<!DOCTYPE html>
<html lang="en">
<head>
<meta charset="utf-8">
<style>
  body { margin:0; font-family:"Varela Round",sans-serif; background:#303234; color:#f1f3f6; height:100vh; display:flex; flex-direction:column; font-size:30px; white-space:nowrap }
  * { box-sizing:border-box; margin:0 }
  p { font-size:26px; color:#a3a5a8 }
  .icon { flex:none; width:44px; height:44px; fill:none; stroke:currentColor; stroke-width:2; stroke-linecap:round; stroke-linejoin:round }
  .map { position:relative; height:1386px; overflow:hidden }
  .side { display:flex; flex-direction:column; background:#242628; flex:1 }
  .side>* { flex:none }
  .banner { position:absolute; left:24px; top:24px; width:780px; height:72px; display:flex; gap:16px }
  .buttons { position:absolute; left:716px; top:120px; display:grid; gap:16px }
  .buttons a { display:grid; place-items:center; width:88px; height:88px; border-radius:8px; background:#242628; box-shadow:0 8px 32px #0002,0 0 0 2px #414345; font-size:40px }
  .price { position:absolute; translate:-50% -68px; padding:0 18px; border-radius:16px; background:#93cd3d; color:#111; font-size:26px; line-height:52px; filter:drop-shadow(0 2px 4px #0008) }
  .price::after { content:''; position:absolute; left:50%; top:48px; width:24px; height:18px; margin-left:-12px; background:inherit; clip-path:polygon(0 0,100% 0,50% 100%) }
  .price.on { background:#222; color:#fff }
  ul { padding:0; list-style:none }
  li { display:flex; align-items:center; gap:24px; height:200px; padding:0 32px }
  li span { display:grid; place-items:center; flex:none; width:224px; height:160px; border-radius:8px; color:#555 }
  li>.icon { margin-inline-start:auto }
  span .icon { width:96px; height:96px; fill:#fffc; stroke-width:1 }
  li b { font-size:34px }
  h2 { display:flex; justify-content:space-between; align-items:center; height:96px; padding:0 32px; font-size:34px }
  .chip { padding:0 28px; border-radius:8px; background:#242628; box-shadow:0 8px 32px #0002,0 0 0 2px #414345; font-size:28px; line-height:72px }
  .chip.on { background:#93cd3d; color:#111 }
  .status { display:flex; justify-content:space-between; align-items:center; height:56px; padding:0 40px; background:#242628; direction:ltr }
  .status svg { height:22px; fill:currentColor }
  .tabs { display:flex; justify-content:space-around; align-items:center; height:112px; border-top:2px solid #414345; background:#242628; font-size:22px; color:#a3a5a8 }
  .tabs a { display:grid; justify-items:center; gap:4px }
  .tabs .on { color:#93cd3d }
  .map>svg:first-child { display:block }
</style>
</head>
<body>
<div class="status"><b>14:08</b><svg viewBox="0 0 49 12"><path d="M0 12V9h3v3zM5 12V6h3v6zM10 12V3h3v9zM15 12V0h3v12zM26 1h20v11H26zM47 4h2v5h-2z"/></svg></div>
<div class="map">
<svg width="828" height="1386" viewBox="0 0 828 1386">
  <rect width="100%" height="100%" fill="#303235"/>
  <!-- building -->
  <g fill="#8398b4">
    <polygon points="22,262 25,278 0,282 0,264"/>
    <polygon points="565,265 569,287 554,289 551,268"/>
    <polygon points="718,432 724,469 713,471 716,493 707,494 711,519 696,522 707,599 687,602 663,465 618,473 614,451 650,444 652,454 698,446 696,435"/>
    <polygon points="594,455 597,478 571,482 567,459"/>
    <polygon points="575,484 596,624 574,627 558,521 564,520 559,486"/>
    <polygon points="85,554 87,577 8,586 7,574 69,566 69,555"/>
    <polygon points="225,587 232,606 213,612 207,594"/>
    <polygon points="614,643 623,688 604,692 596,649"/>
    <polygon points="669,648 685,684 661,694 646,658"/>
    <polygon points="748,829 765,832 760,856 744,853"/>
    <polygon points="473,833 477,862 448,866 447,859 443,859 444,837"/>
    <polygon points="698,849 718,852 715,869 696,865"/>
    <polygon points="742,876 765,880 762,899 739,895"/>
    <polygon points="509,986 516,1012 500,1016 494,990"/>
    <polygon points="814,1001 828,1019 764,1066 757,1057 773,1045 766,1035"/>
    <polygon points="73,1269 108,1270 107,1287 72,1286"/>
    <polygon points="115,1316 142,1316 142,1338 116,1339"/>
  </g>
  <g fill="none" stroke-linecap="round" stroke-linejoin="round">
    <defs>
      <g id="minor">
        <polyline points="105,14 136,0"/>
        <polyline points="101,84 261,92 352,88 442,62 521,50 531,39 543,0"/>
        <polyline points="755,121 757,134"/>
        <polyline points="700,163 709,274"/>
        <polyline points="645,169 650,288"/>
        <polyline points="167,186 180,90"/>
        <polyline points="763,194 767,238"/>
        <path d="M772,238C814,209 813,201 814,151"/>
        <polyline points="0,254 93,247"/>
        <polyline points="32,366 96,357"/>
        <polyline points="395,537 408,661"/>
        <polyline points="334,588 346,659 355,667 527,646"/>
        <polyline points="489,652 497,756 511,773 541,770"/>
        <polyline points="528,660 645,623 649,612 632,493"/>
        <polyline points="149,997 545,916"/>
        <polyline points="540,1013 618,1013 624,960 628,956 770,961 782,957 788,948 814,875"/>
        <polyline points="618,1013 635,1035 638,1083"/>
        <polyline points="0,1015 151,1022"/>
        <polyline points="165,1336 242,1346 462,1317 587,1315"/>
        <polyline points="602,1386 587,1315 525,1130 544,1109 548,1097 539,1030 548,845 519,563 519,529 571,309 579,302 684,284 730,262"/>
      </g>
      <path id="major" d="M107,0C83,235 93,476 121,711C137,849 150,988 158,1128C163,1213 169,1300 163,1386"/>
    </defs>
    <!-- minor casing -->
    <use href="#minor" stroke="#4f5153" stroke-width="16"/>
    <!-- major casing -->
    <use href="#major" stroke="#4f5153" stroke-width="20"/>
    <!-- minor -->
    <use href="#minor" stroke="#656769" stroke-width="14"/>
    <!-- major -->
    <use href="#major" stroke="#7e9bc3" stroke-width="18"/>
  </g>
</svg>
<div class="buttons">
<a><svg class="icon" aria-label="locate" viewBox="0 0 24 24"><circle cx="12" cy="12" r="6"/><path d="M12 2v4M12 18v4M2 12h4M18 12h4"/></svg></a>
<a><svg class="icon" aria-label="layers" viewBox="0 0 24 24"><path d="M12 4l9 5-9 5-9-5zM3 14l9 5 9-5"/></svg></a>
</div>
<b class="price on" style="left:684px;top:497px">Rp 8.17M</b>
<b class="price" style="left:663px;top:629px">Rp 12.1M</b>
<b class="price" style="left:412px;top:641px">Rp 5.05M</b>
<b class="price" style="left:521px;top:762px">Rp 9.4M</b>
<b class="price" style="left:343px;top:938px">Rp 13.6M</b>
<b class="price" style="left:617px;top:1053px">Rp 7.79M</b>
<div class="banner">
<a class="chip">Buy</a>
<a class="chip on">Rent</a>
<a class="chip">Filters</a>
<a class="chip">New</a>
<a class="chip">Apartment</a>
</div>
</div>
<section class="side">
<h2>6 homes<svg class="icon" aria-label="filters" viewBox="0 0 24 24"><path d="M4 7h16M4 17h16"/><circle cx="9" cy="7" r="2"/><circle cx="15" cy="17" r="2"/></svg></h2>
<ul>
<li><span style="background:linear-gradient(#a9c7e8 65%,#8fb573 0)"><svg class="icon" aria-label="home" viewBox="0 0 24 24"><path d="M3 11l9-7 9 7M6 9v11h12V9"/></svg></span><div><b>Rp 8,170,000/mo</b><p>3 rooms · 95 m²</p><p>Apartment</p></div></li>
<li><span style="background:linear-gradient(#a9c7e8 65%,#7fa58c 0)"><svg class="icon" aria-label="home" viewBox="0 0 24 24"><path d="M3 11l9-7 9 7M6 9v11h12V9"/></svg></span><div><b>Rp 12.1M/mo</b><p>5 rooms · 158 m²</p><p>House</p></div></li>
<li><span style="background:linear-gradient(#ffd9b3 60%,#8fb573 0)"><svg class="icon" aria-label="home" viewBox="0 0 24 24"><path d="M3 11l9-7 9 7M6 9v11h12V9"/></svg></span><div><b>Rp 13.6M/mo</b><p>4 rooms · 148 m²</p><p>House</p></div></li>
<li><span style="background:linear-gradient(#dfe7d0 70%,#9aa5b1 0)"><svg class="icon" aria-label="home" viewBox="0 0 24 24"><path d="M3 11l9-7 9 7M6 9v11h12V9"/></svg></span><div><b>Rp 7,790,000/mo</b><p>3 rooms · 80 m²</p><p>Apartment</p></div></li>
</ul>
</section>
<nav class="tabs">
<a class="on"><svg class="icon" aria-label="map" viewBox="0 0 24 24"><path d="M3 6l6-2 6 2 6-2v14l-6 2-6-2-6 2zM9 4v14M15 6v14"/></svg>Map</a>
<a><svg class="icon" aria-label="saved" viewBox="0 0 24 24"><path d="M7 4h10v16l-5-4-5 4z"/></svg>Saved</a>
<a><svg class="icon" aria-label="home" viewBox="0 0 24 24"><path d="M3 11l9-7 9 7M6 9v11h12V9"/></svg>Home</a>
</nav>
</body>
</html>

··········

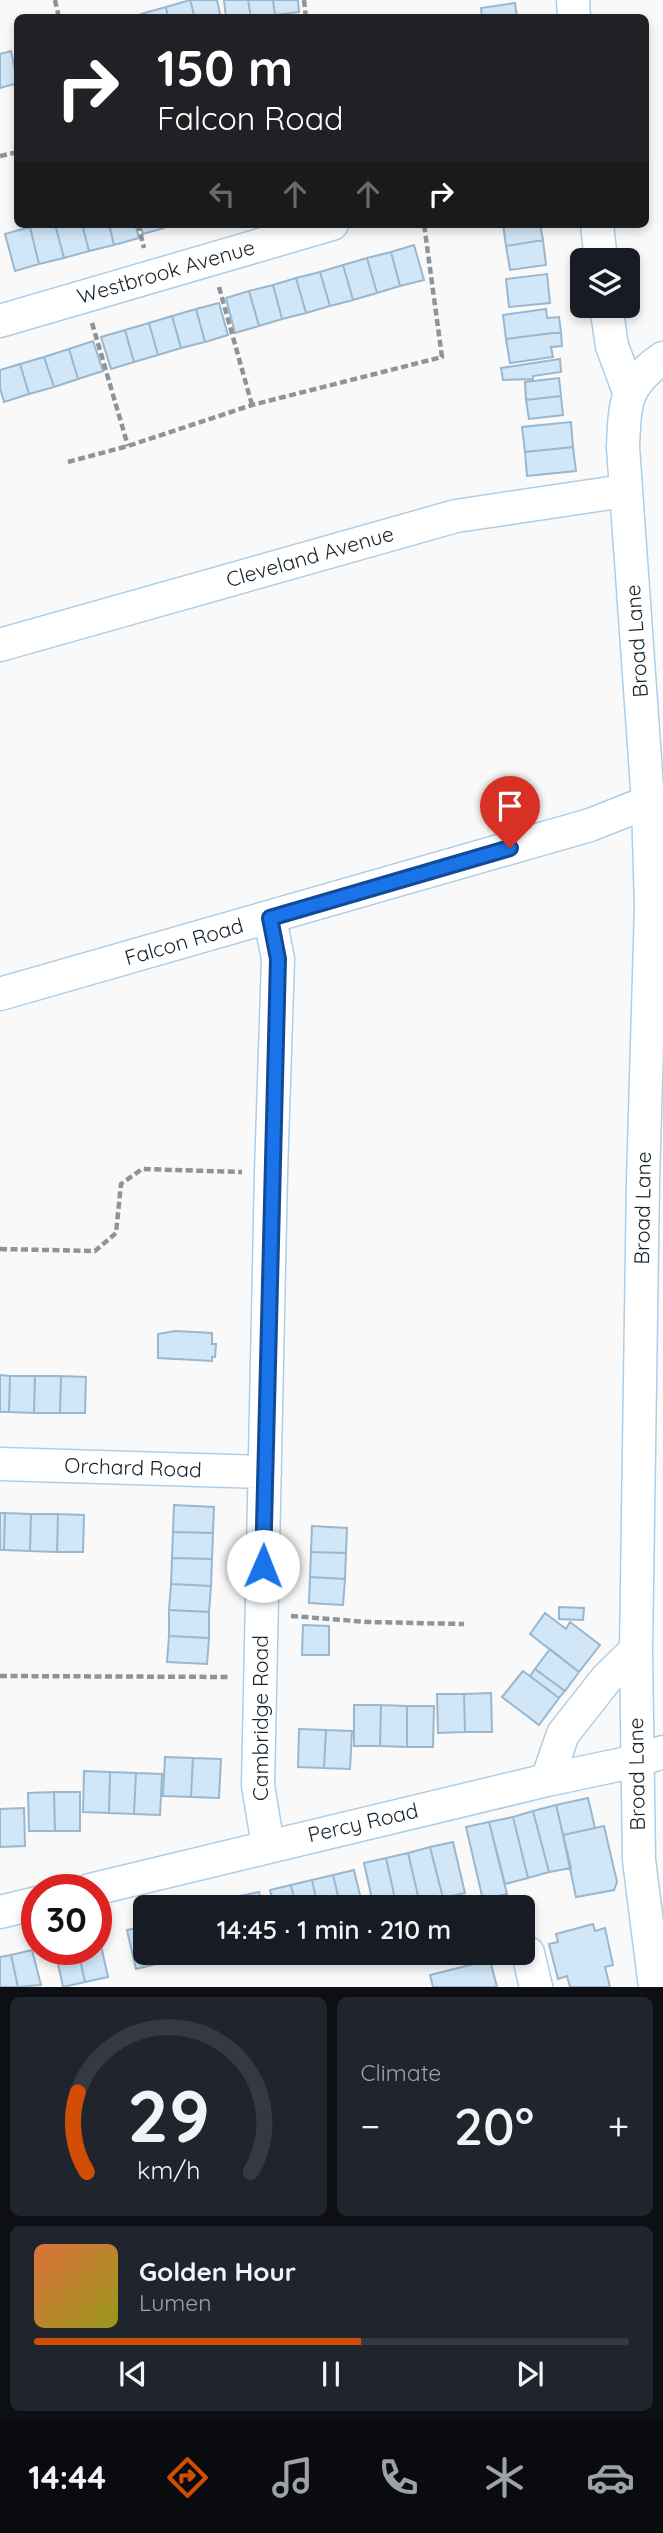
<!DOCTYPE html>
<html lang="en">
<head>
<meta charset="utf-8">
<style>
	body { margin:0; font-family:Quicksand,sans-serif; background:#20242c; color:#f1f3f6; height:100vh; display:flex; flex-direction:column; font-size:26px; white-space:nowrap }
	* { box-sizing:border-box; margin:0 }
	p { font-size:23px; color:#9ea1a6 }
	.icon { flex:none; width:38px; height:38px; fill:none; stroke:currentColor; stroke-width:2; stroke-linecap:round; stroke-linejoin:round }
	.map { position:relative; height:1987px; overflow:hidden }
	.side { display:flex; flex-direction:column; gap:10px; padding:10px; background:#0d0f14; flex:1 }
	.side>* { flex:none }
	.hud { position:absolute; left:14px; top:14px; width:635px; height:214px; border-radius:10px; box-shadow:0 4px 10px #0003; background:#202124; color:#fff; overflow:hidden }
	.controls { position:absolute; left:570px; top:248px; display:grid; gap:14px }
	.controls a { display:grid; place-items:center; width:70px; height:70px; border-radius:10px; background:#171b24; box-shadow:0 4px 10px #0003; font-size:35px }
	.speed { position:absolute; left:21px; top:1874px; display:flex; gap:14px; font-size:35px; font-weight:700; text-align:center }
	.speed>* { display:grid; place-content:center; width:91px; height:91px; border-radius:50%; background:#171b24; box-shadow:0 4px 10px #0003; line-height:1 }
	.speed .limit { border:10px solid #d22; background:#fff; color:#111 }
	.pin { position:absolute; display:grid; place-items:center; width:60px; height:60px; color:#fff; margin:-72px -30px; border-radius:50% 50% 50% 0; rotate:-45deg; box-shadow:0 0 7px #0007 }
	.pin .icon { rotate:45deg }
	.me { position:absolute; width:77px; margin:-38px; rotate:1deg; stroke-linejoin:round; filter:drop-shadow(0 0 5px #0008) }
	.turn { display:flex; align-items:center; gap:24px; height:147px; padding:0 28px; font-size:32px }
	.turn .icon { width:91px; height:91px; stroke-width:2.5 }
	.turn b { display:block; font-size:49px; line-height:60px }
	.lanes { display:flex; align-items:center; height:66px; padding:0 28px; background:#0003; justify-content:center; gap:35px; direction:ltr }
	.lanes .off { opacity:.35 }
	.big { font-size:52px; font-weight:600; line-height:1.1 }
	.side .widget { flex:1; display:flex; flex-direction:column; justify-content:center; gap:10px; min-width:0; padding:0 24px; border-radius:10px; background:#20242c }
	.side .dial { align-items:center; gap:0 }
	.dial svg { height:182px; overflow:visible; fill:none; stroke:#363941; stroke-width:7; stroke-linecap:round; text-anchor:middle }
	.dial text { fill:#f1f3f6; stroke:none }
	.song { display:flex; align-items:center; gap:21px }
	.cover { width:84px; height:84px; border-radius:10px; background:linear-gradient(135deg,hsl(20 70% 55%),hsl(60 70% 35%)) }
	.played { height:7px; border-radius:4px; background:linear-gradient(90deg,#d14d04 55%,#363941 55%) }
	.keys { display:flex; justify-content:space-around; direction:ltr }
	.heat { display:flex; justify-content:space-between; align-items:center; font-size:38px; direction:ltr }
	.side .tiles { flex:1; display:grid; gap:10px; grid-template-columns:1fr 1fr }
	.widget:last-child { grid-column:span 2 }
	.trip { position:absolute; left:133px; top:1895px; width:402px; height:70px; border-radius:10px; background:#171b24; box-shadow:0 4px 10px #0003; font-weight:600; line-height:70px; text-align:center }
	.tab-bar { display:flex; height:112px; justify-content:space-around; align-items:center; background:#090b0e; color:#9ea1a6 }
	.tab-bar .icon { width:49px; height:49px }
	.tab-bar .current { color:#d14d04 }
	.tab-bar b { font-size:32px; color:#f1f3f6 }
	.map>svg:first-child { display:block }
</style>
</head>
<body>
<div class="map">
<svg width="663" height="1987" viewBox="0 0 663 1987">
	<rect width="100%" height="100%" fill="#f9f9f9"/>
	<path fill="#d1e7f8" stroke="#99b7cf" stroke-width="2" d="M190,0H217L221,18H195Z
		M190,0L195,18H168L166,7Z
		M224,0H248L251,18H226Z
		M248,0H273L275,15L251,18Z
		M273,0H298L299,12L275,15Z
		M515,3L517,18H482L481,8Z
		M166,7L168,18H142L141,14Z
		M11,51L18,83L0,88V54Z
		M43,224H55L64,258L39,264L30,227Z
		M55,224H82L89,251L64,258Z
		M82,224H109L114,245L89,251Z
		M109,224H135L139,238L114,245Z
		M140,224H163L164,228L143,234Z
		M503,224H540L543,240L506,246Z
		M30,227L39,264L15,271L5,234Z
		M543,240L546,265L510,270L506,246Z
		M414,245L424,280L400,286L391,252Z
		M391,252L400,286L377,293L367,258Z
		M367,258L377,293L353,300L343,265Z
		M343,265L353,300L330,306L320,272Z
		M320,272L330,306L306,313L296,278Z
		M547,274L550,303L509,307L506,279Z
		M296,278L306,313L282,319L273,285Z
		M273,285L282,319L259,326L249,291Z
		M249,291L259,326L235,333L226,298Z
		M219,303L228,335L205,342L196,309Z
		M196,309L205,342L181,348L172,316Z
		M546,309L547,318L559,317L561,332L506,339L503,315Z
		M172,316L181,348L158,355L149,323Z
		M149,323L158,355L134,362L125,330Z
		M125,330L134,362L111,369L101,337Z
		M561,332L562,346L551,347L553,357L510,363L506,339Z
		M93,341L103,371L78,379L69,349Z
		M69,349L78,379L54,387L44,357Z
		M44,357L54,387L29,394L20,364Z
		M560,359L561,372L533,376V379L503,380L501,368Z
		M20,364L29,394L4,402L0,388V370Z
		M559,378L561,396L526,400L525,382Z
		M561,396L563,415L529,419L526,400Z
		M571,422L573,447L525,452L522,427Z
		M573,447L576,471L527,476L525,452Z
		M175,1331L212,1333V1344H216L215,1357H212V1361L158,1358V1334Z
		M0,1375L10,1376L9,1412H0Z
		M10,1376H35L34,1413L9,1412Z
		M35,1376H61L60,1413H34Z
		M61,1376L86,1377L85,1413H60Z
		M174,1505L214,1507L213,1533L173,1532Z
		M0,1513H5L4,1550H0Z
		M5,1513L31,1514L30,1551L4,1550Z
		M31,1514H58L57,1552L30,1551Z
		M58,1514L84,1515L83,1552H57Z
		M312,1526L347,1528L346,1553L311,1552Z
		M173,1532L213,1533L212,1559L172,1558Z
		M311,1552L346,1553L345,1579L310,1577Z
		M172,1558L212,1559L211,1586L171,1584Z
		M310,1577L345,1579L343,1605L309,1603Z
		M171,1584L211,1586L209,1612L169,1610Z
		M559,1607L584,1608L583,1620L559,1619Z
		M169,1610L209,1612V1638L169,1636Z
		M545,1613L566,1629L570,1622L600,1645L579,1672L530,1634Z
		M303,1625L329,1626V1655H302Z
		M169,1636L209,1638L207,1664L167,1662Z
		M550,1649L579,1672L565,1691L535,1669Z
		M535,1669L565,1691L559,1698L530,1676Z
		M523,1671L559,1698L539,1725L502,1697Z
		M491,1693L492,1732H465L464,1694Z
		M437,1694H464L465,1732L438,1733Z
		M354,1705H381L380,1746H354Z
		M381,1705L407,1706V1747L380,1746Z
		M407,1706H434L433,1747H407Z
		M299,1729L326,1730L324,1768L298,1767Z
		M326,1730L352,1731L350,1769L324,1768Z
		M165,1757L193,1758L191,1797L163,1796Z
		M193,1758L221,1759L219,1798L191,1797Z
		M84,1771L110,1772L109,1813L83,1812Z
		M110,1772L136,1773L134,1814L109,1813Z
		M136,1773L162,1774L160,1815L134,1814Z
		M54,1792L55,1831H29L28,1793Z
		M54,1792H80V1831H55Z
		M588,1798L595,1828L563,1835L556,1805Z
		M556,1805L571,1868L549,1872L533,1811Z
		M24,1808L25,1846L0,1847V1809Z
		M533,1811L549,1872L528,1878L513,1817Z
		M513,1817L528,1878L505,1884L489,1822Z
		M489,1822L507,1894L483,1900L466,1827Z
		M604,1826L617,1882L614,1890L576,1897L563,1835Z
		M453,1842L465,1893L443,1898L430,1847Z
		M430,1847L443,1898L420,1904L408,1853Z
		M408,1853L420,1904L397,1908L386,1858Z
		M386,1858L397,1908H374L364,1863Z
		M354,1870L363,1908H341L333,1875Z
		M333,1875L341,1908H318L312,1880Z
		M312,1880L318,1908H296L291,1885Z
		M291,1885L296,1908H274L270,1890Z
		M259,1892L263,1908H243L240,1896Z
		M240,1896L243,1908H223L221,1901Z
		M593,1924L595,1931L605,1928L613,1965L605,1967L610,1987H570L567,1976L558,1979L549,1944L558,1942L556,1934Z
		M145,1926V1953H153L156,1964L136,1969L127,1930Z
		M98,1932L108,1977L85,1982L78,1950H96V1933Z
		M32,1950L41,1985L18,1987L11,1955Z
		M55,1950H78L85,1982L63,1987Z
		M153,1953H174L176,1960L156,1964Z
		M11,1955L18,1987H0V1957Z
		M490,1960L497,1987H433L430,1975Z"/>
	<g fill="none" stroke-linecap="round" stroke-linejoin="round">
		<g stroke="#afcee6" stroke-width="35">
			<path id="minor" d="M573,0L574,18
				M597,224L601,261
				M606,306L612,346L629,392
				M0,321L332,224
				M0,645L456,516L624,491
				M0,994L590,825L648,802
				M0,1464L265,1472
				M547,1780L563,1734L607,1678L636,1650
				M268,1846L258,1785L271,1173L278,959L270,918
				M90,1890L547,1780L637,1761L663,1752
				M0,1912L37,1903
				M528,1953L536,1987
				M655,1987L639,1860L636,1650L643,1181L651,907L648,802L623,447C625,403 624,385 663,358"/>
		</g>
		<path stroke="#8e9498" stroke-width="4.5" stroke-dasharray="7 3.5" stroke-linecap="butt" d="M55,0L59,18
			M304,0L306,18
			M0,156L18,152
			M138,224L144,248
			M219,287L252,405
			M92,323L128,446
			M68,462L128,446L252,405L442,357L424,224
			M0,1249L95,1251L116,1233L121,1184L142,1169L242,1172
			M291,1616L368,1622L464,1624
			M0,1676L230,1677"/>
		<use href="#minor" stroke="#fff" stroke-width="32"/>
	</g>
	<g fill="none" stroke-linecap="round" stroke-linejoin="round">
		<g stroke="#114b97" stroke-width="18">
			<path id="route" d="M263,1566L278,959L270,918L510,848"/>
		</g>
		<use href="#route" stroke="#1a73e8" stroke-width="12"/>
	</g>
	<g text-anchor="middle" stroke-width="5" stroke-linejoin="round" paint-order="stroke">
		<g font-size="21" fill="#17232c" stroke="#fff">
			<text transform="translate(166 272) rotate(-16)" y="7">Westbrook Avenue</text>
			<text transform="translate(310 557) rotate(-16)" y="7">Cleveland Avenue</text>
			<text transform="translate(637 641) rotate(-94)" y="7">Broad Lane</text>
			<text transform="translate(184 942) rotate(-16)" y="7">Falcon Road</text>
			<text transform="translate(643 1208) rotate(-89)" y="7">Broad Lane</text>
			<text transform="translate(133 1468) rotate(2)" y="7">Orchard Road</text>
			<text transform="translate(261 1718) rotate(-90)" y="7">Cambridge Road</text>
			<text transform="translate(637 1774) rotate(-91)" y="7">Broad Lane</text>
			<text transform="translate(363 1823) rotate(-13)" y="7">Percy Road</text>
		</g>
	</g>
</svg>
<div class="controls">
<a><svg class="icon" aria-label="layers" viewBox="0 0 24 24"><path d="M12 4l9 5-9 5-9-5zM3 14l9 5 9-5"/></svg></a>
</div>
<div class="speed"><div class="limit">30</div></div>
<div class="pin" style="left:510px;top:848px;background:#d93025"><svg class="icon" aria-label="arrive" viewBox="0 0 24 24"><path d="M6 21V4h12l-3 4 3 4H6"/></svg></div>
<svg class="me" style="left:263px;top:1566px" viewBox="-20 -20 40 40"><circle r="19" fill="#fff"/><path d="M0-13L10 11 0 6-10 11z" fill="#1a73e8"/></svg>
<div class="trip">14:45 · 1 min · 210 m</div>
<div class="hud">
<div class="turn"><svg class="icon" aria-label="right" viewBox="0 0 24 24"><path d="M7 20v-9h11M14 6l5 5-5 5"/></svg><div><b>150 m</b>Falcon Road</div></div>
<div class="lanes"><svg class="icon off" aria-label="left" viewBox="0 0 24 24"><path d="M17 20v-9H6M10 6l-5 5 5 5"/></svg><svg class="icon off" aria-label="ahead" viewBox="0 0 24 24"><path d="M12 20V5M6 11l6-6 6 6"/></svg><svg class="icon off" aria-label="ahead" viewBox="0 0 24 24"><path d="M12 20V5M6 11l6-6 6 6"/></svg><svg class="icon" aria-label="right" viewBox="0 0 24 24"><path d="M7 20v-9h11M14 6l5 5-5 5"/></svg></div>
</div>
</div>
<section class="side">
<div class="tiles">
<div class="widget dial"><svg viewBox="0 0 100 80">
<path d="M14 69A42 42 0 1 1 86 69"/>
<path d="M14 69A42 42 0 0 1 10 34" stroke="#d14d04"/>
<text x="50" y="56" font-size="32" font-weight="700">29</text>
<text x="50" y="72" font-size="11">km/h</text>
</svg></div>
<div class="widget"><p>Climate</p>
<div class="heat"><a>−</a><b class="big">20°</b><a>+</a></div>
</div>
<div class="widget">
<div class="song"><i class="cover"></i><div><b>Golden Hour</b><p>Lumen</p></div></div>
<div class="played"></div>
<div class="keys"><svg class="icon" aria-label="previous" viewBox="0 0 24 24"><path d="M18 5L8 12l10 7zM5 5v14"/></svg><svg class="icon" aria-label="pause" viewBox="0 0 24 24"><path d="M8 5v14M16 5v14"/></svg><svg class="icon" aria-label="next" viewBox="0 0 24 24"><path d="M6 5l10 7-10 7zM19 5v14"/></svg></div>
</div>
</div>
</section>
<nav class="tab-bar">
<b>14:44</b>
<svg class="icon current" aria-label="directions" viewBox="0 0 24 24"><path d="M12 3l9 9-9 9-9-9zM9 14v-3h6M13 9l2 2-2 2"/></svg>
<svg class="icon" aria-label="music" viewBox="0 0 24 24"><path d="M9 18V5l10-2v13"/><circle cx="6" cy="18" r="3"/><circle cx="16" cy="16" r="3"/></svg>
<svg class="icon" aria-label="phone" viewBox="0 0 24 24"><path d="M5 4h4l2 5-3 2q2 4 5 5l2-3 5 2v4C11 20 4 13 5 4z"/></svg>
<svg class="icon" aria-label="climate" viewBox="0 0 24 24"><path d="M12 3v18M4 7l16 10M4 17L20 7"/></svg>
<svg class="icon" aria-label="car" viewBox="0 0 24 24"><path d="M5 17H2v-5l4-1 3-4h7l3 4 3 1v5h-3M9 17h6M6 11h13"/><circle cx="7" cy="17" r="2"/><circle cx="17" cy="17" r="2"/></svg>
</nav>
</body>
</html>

··········

HOW TO COMPLETE THIS TASK:
Lines above that include the string "heat" need to be copied.

REPLY:
	.heat { display:flex; justify-content:space-between; align-items:center; font-size:38px; direction:ltr }
<div class="heat"><a>−</a><b class="big">20°</b><a>+</a></div>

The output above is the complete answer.